Lei da probidade morreu há muito

A Lei da Probidade Pública constituiria, segundo seu articulado e os devaneios propagandísticos do regime, mais um passo para a boa governação, tendo em conta o reforço dos mecanismos de combate à cultura da corrupção.

Recorde-se que a Assembleia Nacional aprovou no dia 5 de Março de 2010, com o devido e apologético destaque propagandístico da imprensa do regime e não só, por unanimidade, a Lei da Probidade Administrativa, que visaria (de acordo com a versão oficial) moralizar a actuação dos agentes públicos angolanos.

Disseram na altura, e continuam a dizer agora, que o objectivo da lei era conferir à gestão pública uma maior transparência, respeito dos valores da democracia, da moralidade e dos valores éticos, universalmente aceites.

Apesar da unanimidade do Parlamento, e passado todo este tempo, o melhor é fazer, continuar a fazer, o que é aconselhável e prudente quando chegam notícias sobre a honorabilidade do regime, esperar (sentado) para ver se nos próximos dez ou 20 anos (o optimismos faz parte do nosso ADN) a “tolerância zero” sai do papel em relação aos donos dos aviários e não, como é habitual, no caso dos pilha-galinhas.

Essa lei “define os deveres e a responsabilidade e obrigações dos servidores públicos na sua actividade quotidiana de forma a assegurar-se a moralidade, a imparcialidade e a honestidade administrativa”. É bonito. Digam lá que não parece – em teoria – um Estado de Direito?

Mas alguém acredita? Mas alguém está interessado? Acreditarão nisso os 68% (68 em cada 100) dos angolanos que são gerados com fome, nascem com fome e morrem pouco depois com fome? Ou as 45% das crianças que sofrem de má nutrição crónica, sendo que uma em cada quatro (25%) morre antes de atingir os cinco anos?

Se calhar não acreditam. Têm, contudo, de estar caladinhos e nem pecar em pensamentos. Mas acredita, diz, José Eduardo dos Santos. E isso basta. Se calhar a Lei da Probidade Administrativa fará que Angola suba para aí meio lugar nos últimos lugares do “ranking” que analisa a corrupção.

Acreditarão na Lei da Probidade Administrativa todos aqueles que sabem, até mesmo os que dentro do MPLA batem palmas à ordem do chefe, que em Angola a dependência sócio-económica a favores, privilégios e bens, ou seja, o cabritismo, é o método utilizado pelo MPLA para amordaçar os angolanos? Acreditarão os que sabem que 80% do Produto Interno Bruto é produzido por estrangeiros; que mais de 90% da riqueza nacional privada foi subtraída do erário público e está concentrada em menos de 0,5% da população?

Acreditarão na Lei da Probidade Administrativa todos os que sabem que o acesso à boa educação, aos condomínios, ao capital accionista dos bancos e das seguradoras, aos grandes negócios, às licitações dos blocos petrolíferos, está limitado a um grupo muito restrito de famílias ligadas ao regime no poder?

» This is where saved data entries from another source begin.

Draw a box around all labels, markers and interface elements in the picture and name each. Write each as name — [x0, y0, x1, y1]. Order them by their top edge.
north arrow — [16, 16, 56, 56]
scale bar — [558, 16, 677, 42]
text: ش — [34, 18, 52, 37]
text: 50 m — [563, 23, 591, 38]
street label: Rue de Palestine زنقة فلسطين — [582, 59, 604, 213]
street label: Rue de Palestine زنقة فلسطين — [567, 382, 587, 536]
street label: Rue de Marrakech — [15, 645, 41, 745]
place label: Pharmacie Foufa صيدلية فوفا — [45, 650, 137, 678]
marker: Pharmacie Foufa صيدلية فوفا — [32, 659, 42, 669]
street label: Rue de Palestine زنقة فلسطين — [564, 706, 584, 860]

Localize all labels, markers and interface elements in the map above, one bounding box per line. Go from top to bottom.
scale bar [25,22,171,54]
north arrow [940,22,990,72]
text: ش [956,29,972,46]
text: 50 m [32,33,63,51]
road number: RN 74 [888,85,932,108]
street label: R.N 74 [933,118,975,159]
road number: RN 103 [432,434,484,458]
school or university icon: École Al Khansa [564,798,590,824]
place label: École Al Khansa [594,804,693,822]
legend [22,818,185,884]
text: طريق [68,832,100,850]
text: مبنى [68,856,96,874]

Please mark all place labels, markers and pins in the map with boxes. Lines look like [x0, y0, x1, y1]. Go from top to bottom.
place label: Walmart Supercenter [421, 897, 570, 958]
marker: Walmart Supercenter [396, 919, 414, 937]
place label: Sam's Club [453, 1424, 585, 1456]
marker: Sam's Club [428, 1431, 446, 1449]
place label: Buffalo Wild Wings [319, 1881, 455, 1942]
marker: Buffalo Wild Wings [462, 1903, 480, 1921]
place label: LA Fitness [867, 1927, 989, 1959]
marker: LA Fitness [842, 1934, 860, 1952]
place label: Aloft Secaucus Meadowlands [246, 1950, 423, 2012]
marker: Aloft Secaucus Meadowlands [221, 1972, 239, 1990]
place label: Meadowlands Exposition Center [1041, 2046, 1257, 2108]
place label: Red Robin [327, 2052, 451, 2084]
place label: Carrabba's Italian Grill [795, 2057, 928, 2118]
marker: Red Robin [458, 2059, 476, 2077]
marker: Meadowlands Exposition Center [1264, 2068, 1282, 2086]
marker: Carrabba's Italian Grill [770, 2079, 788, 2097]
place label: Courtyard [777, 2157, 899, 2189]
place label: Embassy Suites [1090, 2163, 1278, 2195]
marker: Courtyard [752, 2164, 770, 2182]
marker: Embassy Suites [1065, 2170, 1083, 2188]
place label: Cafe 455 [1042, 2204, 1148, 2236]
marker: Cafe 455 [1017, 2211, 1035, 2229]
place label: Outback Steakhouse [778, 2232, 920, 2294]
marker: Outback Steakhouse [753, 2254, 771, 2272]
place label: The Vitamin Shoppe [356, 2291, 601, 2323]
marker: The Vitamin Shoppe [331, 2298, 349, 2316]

Também não interessa se acreditam ou não. O importante é que o MPLA recebe os encómios dos países acocorados perante o petróleo angolano, que preferem negociar com um regime corrupto do que, eventualmente, com um que tenha uma base democrática.

Se calhar, pensam baixinho os angolanos que usam a cabeça e não a barriga para analisar o seu país, para haver probidade seria preciso que o poder judicial fosse independente e que o Presidente da República não fosse – como acontece à luz da Constituição – o “cabeça de lista” (ou seja o deputado colocado no primeiro lugar da lista), eleito pelo do circulo nacional nas eleições para a Assembleia Nacional.

Se calhar para haver probidade seria preciso que Angola fosse um Estado de Direito, coisa que manifestamente (ainda) não é.